Eskişehir’de 18 yaşındaki bir genç çay bahçesinde rastgele yedi kişiyi bıçaklayarak yaraladı ve saldırıyı canlı olarak yayınladı. Daha sonra bu saldırgan gencin sahte bir isimle açtığı ve orada yayınladığı blog sayfasında saldırı öncesi bir manifestosu olduğunu T24’te genç gazeteci Buse Söğütlü’nün haberinden öğrendik. Saldırgan 12 Ağustos’ta yayımladığı manifestoda “nasyonal sosyalist” olduğunu yazmış, başka ülkelerde benzer saldırılar gerçekleştirmiş 4 isme yer vererek onları “günümüz azizleri” olarak tanımlamış. İsmini verdiklerinden birisi 2011’de Norveç’te 77 kişiyi öldüren bir neo-Nazi, bir diğeri 2019’da Yeni Zelanda’da iki camiye saldırarak 51 kişiyi öldüren faşist, üçüncüsü 1995’te ABD’de bomba yüklü bir kamyonu patlatarak 168 kişiyi öldüren bir milis, dördüncüsü de ABD’de konser izleyicilerinin üzerine ateş açarak 59 kişiyi öldürüp 527 kişiyi yaralayan birisi.
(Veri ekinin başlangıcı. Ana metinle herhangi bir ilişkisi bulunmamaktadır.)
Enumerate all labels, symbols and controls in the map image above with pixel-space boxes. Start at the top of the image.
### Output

Bu insanları psikopat olarak adlandırıp meseleyi de bireysel hastalık olarak değerlendirip geçmek doğru değil. Önce büyük meseleyi tespit edelim. Dünyada büyük bir siyasal ve ekonomik egemenliğin devletler arasında yeniden bölüşümü için bir kavga veriliyor. Aynı zamanda küresel bir kültürel gerilim yaşanıyor. Bu üç katmanlı küresel gerilim bir yandan otoriter ve popülist iktidarlarca yönetiliyor, diğer yandan ulus devletlerin kendi bekalarını sürdürme ve güvenlik temelli politikalarıyla yaşanıyor.
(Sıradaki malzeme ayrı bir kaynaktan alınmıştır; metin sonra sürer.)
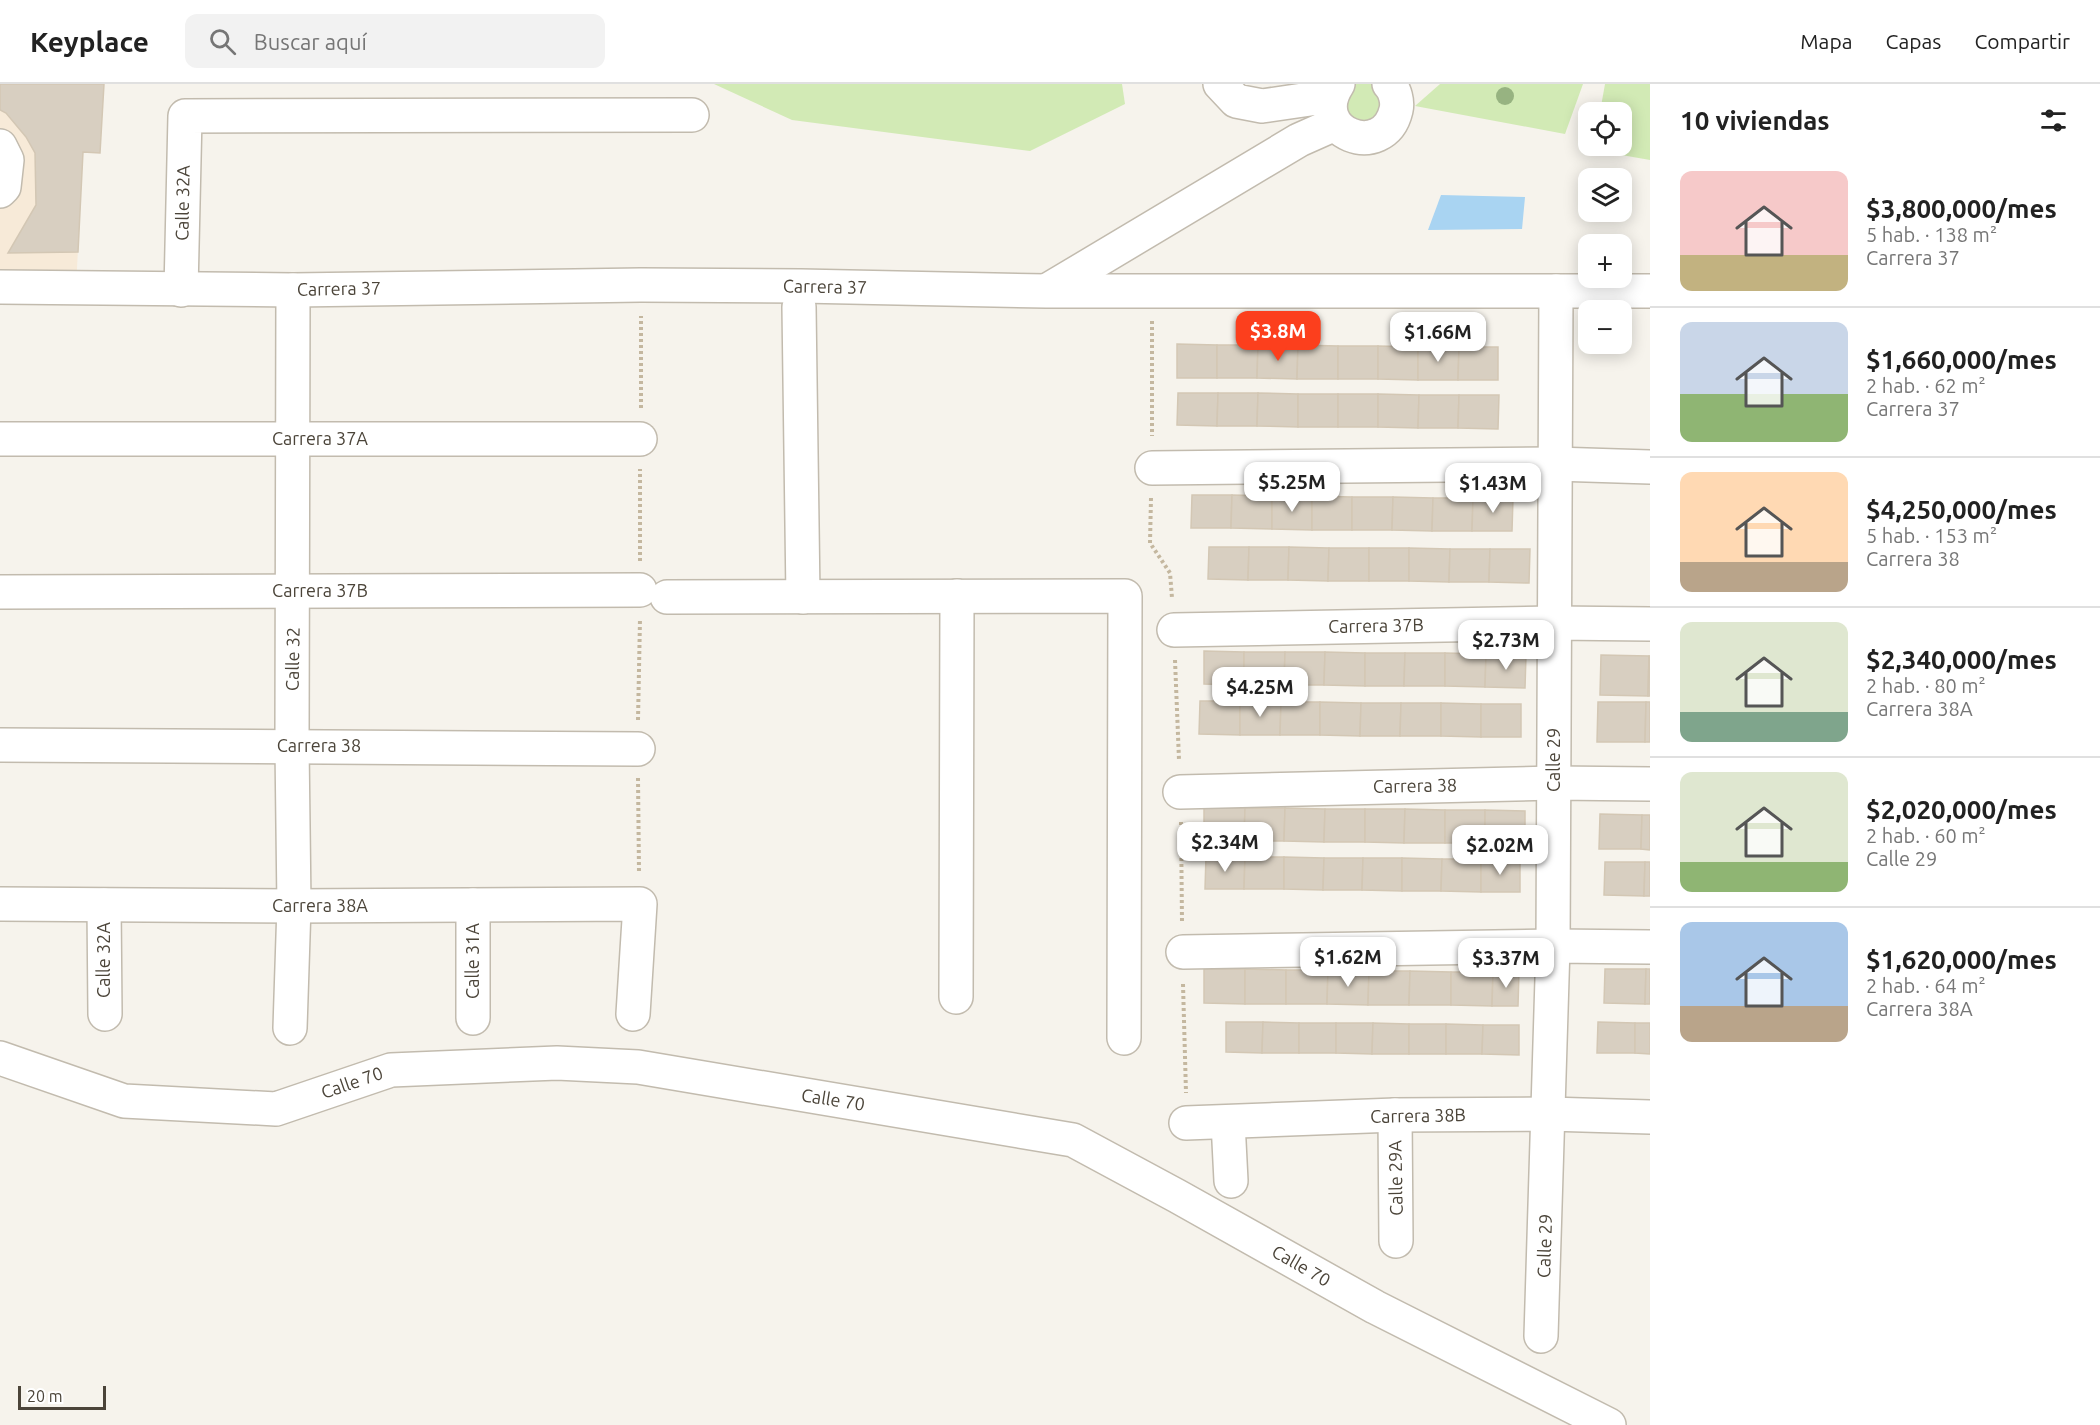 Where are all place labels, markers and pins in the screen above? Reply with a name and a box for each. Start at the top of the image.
pin: $3.8M [1236,311,1320,362]
pin: $1.66M [1389,312,1487,363]
pin: $5.25M [1243,462,1341,513]
pin: $1.43M [1444,463,1542,514]
pin: $2.73M [1457,620,1555,671]
pin: $4.25M [1211,667,1309,718]
pin: $2.34M [1176,822,1274,873]
pin: $2.02M [1451,825,1549,876]
pin: $1.62M [1299,937,1397,988]
pin: $3.37M [1457,938,1555,989]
Üstelik küresel sistemin yalnızca güç dağılımı değil, sanayi toplumu kurum ve kurallarıyla şekillenmiş bugünkü ulusal ve yerel sistemleri de tüm boyutlarıyla kriz yaşıyor. Ekonomik sistemden devlet modeline kadar yolun sonuna geldik. O nedenle Gazze’deki soykırım ya da yukarıdaki dört saldırı ya da IŞİD gibi terör örgütlerinin varlığı birbirinden bağımsız değil. Bireysel gibi görünen terör eylemleri giderek bir yandan kitleselleşme eğilimi diğer yandan devlet politikaları haline dönüşme eğilimi gösteriyor.
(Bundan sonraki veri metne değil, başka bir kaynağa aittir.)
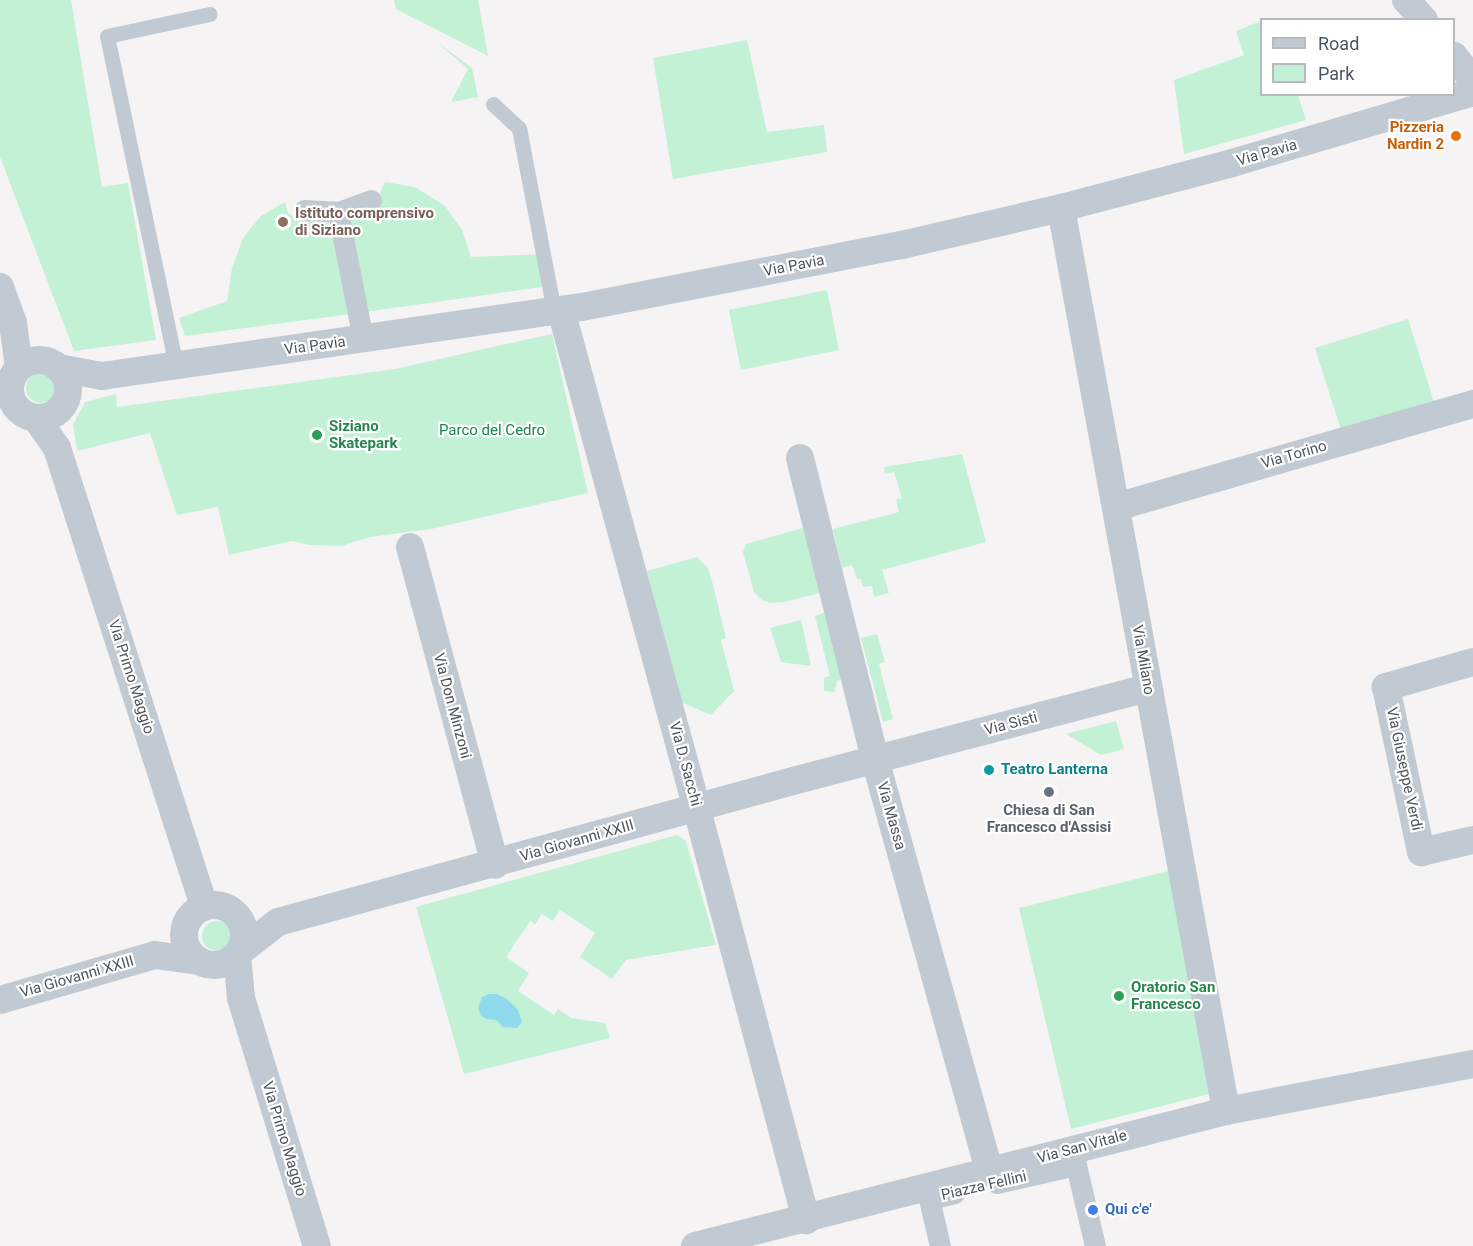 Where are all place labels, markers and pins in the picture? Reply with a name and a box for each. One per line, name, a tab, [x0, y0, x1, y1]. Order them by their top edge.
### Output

Nitekim 3-4 Ağustos’ta İngiltere’de aşırı sağcıların camilere saldırılarıyla başlayan ve sonrasında yayılan protestolar yaşandı. Temel neden, İngiltere’de de ekonomik sistemin tıkanmış olması. Büyük ve ortalamalara dair göstergeler ne olursa olsun toplumun büyük kesimi yoksullaşıyor, sosyal devletten vazgeçildiği için sağlık, eğitim, sosyal güvenlik sistemleri çökmüş durumda.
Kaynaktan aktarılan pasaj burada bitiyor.